*** Opening RECORDS SUPPLIED ***
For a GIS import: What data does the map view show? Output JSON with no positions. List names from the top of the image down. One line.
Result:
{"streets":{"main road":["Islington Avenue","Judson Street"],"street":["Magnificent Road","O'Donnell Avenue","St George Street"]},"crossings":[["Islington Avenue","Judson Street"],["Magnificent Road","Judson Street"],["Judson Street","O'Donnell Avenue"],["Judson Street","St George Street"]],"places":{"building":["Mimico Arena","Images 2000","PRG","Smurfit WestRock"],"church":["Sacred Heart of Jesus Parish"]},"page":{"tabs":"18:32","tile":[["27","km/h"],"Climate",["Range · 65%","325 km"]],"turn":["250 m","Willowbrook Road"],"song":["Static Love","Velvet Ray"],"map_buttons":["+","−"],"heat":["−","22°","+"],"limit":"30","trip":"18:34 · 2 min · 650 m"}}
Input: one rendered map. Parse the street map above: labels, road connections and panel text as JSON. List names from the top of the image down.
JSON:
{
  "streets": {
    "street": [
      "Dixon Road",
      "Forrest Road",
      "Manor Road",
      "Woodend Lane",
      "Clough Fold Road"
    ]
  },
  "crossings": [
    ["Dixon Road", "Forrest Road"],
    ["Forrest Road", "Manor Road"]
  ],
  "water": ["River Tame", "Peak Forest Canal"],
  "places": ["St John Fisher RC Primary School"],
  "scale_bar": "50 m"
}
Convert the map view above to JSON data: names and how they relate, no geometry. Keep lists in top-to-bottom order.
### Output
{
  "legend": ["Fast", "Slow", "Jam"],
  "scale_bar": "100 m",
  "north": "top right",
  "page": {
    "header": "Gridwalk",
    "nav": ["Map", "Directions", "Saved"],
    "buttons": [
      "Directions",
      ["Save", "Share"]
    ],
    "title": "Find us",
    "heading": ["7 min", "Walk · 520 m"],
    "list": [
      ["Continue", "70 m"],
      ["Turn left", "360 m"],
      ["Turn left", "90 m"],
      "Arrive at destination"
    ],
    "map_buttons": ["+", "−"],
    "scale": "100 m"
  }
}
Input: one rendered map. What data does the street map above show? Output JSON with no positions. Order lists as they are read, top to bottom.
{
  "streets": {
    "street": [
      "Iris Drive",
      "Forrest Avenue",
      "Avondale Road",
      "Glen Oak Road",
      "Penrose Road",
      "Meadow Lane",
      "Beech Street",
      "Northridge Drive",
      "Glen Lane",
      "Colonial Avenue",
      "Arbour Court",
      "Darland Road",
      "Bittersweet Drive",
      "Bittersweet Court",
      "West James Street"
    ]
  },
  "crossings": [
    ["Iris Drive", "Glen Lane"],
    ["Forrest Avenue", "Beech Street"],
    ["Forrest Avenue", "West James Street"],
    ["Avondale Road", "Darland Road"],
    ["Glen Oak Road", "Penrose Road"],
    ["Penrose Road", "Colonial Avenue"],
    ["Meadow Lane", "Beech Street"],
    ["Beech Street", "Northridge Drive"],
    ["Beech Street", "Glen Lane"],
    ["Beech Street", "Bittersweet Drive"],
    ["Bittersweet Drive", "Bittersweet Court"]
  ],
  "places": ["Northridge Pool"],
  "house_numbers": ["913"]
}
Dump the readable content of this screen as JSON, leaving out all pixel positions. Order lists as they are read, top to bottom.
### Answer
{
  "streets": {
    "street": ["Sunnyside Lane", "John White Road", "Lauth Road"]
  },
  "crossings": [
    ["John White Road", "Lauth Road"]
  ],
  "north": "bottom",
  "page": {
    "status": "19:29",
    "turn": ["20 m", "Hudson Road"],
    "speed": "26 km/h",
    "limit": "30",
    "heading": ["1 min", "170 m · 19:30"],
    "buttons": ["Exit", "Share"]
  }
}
*** Closing RECORDS SUPPLIED ***
Your answer should be a single number: the count of lines in the listing that contain the word "view".

-- PROBLEM SOLUTION --
2